Heck, most people can’t even afford the true costs of basic healthcare NOW, when medicine is dawning into an age where it actually can help a lot of the common diseases and ailments.

That’s a reasonable expectation in the short term, immediately after the development of the techniques (for one thing, it would take time to bring large number of facilities and personnel up to speed), but to claim that it would remain so for “the foreseeable future” strikes me as an exaggeration. There’s no fundamental reason why it shouldn’t get cheaper along a timescale similar to (for example) computers.
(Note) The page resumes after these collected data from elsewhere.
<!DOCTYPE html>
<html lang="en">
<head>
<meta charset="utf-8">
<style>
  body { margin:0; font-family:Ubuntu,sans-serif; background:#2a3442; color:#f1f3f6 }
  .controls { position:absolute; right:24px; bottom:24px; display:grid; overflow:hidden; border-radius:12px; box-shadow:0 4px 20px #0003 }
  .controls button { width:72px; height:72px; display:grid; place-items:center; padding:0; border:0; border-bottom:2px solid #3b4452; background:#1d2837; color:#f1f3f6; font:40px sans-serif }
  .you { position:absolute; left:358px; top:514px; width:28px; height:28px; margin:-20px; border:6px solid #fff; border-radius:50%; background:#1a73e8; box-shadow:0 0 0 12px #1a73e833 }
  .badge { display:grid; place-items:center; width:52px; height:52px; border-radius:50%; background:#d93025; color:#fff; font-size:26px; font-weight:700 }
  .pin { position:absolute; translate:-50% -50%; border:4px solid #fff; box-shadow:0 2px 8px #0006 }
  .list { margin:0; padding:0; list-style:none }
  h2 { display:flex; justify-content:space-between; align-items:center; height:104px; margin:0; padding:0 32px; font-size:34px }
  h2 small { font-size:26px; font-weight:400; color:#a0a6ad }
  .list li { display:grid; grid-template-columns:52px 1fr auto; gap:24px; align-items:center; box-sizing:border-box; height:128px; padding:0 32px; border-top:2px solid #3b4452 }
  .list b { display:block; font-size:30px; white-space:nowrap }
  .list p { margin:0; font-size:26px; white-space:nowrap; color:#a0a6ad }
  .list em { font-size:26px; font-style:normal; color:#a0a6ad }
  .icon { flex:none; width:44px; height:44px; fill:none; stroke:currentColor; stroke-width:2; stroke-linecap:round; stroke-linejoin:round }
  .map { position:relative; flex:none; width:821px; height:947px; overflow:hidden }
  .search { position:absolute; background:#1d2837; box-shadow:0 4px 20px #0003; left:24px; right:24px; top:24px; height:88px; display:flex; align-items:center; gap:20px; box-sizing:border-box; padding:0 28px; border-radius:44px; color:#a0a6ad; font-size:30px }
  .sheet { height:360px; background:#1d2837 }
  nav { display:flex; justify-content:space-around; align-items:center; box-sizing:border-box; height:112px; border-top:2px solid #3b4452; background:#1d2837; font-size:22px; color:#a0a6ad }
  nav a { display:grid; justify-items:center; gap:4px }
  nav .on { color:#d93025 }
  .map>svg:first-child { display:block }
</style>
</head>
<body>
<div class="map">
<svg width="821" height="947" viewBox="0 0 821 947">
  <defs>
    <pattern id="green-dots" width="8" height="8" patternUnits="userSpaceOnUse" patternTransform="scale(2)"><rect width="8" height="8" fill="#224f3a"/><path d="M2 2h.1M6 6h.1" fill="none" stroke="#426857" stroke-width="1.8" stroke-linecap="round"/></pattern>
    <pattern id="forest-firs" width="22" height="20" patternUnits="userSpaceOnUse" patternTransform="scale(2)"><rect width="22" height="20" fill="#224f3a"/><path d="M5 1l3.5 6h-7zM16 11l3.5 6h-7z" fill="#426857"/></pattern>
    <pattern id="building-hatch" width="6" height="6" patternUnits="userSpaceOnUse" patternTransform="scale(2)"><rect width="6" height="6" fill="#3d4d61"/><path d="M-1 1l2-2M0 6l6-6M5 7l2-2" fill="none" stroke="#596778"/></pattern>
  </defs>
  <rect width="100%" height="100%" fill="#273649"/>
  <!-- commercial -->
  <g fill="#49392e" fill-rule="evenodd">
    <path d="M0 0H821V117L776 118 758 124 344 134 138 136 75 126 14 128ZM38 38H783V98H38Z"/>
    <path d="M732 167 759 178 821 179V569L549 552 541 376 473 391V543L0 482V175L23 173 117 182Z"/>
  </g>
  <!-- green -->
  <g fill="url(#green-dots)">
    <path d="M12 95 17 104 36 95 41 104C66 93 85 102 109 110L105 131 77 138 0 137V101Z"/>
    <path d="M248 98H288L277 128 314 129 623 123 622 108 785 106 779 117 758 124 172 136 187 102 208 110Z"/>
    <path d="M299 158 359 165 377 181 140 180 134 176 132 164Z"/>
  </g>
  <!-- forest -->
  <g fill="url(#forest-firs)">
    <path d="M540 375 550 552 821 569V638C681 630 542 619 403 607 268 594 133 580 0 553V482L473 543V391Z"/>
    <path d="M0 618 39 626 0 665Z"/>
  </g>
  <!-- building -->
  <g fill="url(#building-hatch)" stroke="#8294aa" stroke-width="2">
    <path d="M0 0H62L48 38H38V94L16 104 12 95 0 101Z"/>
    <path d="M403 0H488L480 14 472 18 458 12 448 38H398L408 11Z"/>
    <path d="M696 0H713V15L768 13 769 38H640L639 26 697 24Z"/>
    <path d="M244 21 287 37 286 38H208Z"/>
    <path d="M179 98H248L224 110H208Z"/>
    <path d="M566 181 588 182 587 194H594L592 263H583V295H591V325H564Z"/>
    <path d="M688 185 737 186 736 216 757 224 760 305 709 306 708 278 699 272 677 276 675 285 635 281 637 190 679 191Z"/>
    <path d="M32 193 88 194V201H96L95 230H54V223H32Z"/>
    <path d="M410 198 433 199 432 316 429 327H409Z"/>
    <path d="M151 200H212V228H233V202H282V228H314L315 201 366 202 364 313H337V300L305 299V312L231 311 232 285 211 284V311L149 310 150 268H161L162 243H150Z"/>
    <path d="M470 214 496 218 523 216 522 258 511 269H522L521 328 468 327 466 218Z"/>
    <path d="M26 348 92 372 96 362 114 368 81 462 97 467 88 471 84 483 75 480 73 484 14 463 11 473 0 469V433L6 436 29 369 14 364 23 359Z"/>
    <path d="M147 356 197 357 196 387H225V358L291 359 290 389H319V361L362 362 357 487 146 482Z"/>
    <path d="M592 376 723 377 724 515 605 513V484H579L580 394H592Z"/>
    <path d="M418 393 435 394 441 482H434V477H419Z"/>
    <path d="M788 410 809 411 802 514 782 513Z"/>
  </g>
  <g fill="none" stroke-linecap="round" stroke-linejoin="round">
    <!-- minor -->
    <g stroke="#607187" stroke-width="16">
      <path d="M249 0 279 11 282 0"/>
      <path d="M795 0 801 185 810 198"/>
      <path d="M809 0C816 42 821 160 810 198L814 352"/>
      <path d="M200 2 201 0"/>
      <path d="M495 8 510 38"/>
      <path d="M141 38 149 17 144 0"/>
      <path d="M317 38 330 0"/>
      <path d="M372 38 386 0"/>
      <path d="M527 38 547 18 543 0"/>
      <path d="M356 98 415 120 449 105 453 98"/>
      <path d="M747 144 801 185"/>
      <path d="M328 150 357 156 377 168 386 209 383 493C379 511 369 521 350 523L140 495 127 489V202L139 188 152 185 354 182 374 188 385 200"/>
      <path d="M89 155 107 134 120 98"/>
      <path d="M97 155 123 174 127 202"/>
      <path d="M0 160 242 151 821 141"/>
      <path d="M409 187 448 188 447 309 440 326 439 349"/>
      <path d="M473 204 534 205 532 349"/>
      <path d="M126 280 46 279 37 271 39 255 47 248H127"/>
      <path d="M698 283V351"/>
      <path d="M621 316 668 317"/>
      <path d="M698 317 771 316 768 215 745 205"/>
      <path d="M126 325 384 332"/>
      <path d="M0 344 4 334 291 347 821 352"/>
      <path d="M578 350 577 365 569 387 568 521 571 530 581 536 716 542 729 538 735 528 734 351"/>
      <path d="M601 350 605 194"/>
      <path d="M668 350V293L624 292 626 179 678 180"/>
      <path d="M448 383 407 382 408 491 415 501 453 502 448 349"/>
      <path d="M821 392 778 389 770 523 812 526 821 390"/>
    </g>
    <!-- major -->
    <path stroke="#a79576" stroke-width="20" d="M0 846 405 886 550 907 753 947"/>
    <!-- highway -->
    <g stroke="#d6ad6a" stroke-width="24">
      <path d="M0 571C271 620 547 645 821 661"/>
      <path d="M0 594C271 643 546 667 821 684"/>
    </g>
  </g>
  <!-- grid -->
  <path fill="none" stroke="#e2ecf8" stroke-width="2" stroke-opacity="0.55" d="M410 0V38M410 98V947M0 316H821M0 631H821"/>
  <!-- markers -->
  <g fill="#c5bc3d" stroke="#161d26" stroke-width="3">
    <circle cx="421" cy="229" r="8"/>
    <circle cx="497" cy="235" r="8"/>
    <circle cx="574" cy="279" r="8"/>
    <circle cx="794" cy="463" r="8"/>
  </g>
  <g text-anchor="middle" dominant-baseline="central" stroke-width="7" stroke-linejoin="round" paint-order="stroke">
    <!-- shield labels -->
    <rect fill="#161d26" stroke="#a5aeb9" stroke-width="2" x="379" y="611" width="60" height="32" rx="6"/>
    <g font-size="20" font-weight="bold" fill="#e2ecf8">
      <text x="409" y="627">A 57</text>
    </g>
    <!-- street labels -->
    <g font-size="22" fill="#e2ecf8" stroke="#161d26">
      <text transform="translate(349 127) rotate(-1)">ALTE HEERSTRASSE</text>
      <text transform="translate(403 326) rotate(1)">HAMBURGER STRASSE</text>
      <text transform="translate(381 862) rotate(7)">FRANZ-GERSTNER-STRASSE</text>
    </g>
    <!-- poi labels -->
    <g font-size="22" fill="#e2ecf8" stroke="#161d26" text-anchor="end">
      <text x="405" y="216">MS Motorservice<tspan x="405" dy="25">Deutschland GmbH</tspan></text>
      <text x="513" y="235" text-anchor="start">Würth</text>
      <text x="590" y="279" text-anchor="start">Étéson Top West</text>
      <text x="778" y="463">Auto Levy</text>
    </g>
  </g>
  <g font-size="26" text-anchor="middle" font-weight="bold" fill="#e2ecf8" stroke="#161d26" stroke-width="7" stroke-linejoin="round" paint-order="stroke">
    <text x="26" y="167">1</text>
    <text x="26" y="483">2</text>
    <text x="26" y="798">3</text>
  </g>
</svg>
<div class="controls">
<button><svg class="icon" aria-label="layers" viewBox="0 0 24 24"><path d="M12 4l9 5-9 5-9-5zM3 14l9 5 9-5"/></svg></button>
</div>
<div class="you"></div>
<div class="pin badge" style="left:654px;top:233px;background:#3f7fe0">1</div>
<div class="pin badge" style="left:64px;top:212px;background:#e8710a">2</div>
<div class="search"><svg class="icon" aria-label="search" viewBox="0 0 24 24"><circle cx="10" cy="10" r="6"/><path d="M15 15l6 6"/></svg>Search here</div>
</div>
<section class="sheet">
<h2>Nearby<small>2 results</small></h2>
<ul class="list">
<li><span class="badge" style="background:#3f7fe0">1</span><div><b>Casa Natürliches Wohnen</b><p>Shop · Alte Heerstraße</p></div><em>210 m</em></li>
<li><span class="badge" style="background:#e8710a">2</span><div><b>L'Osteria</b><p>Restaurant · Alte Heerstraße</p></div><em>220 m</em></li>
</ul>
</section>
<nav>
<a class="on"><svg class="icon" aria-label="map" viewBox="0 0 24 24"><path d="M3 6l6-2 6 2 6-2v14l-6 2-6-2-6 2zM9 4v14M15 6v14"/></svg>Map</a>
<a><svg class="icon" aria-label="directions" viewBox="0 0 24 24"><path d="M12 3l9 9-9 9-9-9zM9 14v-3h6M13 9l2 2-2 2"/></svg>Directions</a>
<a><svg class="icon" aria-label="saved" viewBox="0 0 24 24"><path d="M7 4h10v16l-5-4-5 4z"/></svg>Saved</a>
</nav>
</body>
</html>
Which brings up an important issue: If people are being born at the rate they are now but the death rate slows to a trickle, you’re going to have a pretty serious population problem in no time.

Either child-bearing will have to heavily regulated or the live-sustaining treatment will have to be made available to only a few. Otherwise you’re going to have a bottleneck.

People will move around a lot. Make new friends, check out new scenes. I mean who could stand watching a buddy chew with his mouth open for 1000 years?

Sex, marriage, and child-rearing will change fundamentally.

I’d give it a shot. If I don’t like it, I can leave.